AARP South Dakota hosted volunteers from across the state this week at their annual Volunteer Summit, which included a presentation of three special volunteer leadership awards.
The Andrus Award for Community Service is a prestigious honor that each AARP state office presents annually to an outstanding volunteer. It is named for AARP’s Founder, Dr. Ethel Percy Andrus, who knew that a life fulfilled was a life dedicated to service. The award celebrates individuals who generously share their experience, talents and skills to enrich the lives of others and to improve their community.
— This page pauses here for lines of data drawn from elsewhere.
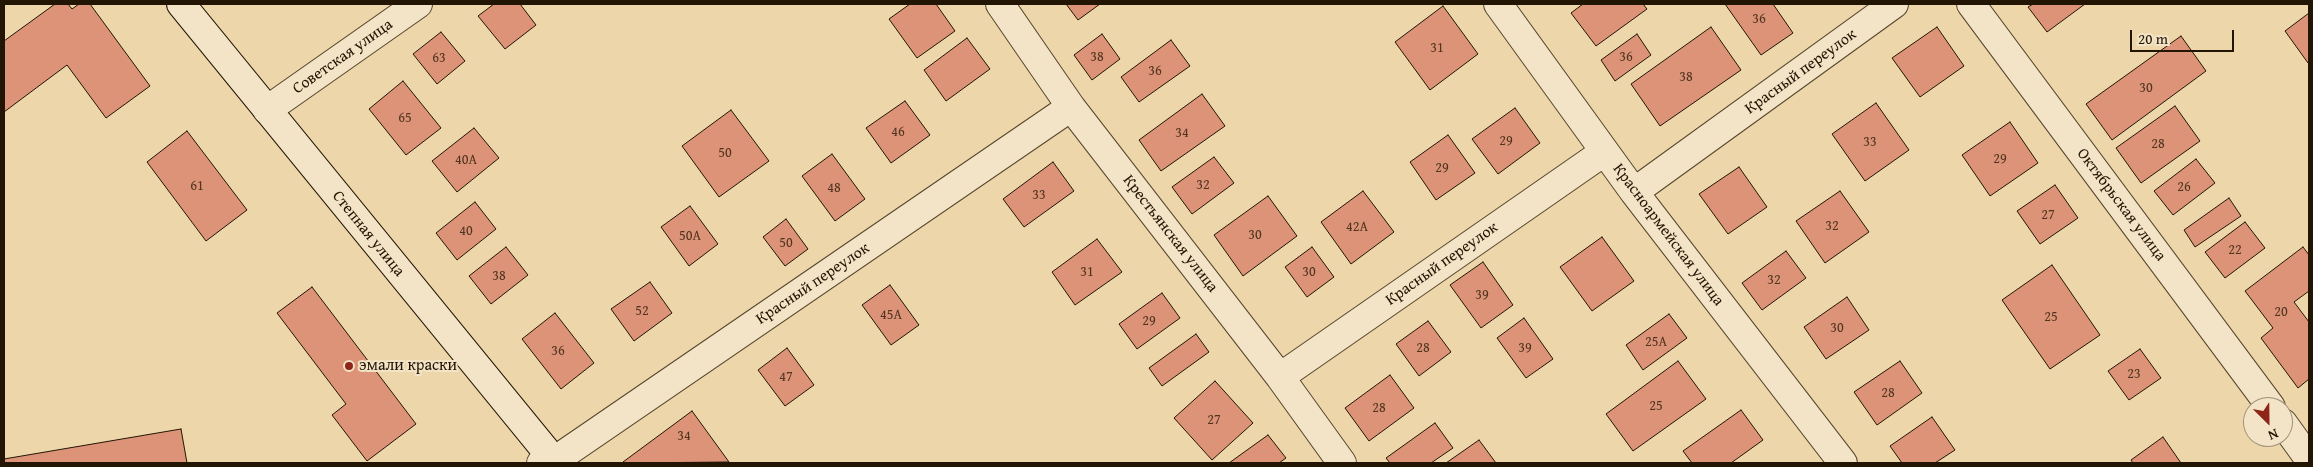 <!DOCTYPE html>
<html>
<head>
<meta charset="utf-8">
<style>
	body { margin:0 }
	#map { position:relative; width:2313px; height:467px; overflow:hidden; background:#edd6a9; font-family:"Gentium Book Plus",serif }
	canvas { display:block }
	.frame { position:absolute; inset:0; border:5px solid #221503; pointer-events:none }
	.north { position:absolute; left:2243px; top:397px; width:50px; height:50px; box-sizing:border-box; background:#f3e4c7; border:1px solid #9f9179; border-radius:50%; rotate:157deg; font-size:14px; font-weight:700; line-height:20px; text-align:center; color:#221503 }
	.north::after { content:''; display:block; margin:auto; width:18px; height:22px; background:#8f2418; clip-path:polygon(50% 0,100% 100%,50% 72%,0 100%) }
	.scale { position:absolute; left:2130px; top:30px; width:104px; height:22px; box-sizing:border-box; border:2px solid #221503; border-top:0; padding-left:6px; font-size:15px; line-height:18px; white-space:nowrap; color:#221503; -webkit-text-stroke:4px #f3e4c7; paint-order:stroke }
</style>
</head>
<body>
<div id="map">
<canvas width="2313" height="467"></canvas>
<div class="frame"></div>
<div class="north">N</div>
<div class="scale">20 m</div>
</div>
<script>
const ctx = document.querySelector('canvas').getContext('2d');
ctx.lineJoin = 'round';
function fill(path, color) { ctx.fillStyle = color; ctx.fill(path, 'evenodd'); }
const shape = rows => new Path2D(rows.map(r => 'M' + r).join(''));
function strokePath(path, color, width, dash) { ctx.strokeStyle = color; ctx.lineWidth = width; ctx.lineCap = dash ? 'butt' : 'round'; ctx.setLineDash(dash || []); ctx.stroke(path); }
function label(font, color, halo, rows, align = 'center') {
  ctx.font = font + ' "Gentium Book Plus",serif'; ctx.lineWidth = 4; ctx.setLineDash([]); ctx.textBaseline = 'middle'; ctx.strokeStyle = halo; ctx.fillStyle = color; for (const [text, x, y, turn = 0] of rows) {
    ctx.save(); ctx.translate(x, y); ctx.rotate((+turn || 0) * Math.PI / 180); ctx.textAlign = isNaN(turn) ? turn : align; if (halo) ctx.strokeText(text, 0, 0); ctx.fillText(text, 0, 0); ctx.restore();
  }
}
const building = shape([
	[55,4,68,4,72,9,79,4,90,4,150,86,106,118,67,65,4,112,4,41,55,4],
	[494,4,520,4,536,25,505,49,478,16,494,4],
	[910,4,936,4,955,31,917,58,889,19,910,4],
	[1066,4,1100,4,1078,20,1066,4],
	[1583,4,1643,4,1647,9,1596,46,1571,13,1583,4],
	[1725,4,1773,4,1793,33,1761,55,1725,4],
	[2033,4,2085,4,2047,32,2028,7,2033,4],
	[1443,6,1478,54,1430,90,1395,42,1443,6],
	[2309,13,2309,62,2308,63,2285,31,2309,13],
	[1711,27,1741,70,1660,126,1631,84,1711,27],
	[1937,27,1964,66,1920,97,1892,58,1937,27],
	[441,32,465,61,437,84,413,54,441,32],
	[1102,34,1120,59,1092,80,1074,55,1102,34],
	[1637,34,1651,55,1615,81,1601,60,1637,34],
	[2181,36,2206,71,2112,140,2086,104,2181,36],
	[967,38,990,69,946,101,924,70,967,38],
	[1171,40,1190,66,1139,102,1121,77,1171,40],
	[403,81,441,128,406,155,369,109,403,81],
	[1202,94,1225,126,1161,171,1139,140,1202,94],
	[905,101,930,135,891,163,866,128,905,101],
	[1876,103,1909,150,1865,181,1832,134,1876,103],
	[2175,106,2200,141,2141,183,2116,148,2175,106],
	[1515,108,1540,143,1498,174,1472,139,1515,108],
	[731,110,769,161,719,197,682,146,731,110],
	[2010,122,2038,163,1990,196,1962,155,2010,122],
	[474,128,499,158,457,192,432,161,474,128],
	[187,131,247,210,206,241,147,162,187,131],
	[1448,135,1475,173,1436,200,1410,162,1448,135],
	[832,154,865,199,835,221,802,176,832,154],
	[1214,157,1234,183,1192,214,1172,187,1214,157],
	[2196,159,2215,183,2173,215,2154,191,2196,159],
	[1053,162,1074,191,1024,227,1003,199,1053,162],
	[1739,167,1767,207,1728,234,1699,194,1739,167],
	[2055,185,2078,218,2040,244,2017,211,2055,185],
	[1363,191,1394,232,1351,264,1321,222,1363,191],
	[1840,191,1869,232,1825,263,1796,221,1840,191],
	[1268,196,1297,236,1243,276,1214,235,1268,196],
	[2229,198,2241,216,2195,247,2184,230,2229,198],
	[475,202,496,229,457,260,436,233,475,202],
	[690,206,718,244,689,266,661,227,690,206],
	[786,219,808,249,785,266,763,237,786,219],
	[2245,222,2265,248,2225,278,2205,252,2245,222],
	[1602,237,1634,281,1592,311,1560,267,1602,237],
	[1097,239,1122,272,1075,305,1052,272,1097,239],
	[506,247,528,275,491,304,469,276,506,247],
	[1312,247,1334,277,1307,297,1285,267,1312,247],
	[2303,247,2309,255,2309,291,2294,302,2309,322,2309,379,2298,388,2261,338,2273,328,2245,291,2303,247],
	[1786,251,1806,278,1762,310,1742,283,1786,251],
	[1483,262,1513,305,1481,328,1450,285,1483,262],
	[2052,265,2100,335,2050,369,2002,300,2052,265],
	[650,282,672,313,634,341,611,309,650,282],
	[890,285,919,325,891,345,862,305,890,285],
	[312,287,416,424,367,461,332,415,346,404,277,313,312,287],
	[1162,293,1180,318,1137,349,1119,324,1162,293],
	[1847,297,1869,330,1826,359,1804,327,1847,297],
	[555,313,594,363,561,389,522,339,555,313],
	[1669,314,1687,338,1643,370,1626,345,1669,314],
	[1524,318,1553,359,1526,378,1497,338,1524,318],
	[1428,321,1451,352,1419,376,1396,344,1428,321],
	[1196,334,1209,352,1162,386,1149,368,1196,334],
	[787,348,814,385,785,406,758,370,787,348],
	[2140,349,2161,378,2129,400,2108,371,2140,349],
	[1678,361,1706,399,1633,451,1606,414,1678,361],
	[1900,361,1922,393,1877,425,1854,392,1900,361],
	[1390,375,1414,408,1369,441,1345,408,1390,375],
	[1215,381,1253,423,1212,460,1174,418,1215,381],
	[1741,410,1763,440,1731,463,1692,463,1683,451,1741,410],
	[692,411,729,462,625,463,623,462,692,411],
	[1932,417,1955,450,1935,463,1902,463,1890,446,1932,417],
	[1435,423,1453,448,1431,463,1390,463,1386,458,1435,423],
	[181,429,187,463,4,463,4,459,181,429],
	[1268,435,1286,458,1279,463,1229,463,1268,435],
	[2163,437,2181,463,2133,463,2131,460,2163,437],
	[1479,440,1496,463,1446,463,1479,440]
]);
fill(building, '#dc9377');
strokePath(building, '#221503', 1);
const street = shape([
	[1000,4,1071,107,1280,377,1342,463],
	[1498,4,1634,192,1843,463],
	[1971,4,2271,407],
	[267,110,418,4],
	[1634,192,1894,4],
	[1280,377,1604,152],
	[2283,423,2309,459],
	[541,463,554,461,1071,107]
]);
const secondary = shape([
	[181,4,556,463]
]);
strokePath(street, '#55452c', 30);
strokePath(secondary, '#221503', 30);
strokePath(street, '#f3e4c7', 28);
strokePath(secondary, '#f3e4c7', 28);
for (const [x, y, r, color] of [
	[349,366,5,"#8f2418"]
]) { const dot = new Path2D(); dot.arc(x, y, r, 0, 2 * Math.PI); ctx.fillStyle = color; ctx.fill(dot); strokePath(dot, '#f3e4c7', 2); }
label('14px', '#503420', null, [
	["36",1759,19],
	["31",1437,48],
	["38",1097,57],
	["36",1626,57],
	["63",439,58],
	["36",1155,71],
	["38",1686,77],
	["30",2146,88],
	["65",405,118],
	["46",898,132],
	["34",1182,133],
	["29",1506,141],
	["33",1870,142],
	["28",2158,144],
	["50",725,153],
	["29",2000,159],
	["40А",466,160],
	["29",1442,168],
	["32",1203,185],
	["61",197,186],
	["26",2184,187],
	["48",834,188],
	["33",1039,195],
	["27",2048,215],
	["32",1832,226],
	["42А",1357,227],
	["40",466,231],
	["30",1255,235],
	["50А",690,236],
	["50",786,243],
	["22",2235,250],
	["31",1087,272],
	["30",1309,272],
	["38",499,276],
	["32",1774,280],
	["39",1482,295],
	["52",642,311],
	["20",2281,312],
	["45А",891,315],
	["25",2051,317],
	["29",1149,321],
	["30",1837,328],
	["25А",1656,342],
	["28",1423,348],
	["39",1525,348],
	["36",558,351],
	["23",2134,374],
	["47",786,377],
	["28",1888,393],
	["25",1656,406],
	["28",1379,408],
	["27",1214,420],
	["34",684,436]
]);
label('16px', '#221503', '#f3e4c7', [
	["Советская улица",343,57,-35],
	["Красный переулок",1801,72,-36],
	["Октябрьская улица",2121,205,53],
	["Степная улица",368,234,51],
	["Крестьянская улица",1170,234,52],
	["Красноармейская улица",1668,235,53],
	["Красный переулок",1442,264,-35],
	["Красный переулок",813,284,-34]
]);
label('16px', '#221503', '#f3e4c7', [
	["эмали краски",359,366]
], 'left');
</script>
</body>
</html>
Bob and Sharon Rose of Rapid City received the 2022 South Dakota Andrus Award. They were honored for their active involvement not only in their community, but also in statewide activities.
“They are the first to raise their hands when we need help,” said Erik Gaikowski, AARP South Dakota state director. “Bob and Sharon have stepped up to create and lead local activities, they participate in advocacy efforts and they bridge organizations to help AARP South Dakota maintain strong partnerships. They are passionate, knowledgeable and eager to make connections.”
Brenda Lanphere of Aberdeen is the 2022 Community Leadership Award recipient, recognizing her efforts to engage a broad audience in the mission and priorities of AARP South Dakota.
Lanphere was called a “force for good” in her community and honored for being the champion of a new Community Volunteer Team in Aberdeen.
The 2022 Media Spokesperson Award went to Jill Franken of Sioux Falls, who is also the organization’s new volunteer state president.
Franken was recognized for leveraging her professional experience as the past public health director in Sioux Falls, as well as her statewide relationships, as she enthusiastically tells the AARP South Dakota story across the state. More recently, Franken has been an active spokesperson to educate South Dakota voters about the benefits of passing Amendment D in November to expand Medicaid.
“While we present only one Andrus Award in the state, every one of our volunteers embodies the spirit of AARP’s founder as they spark change and improve their communities one act at a time,” Gaikowski said. “Our state office loves to bring our volunteers together at our annual summit and to take a little time to say ‘thank you’ for sharing their time and talents.”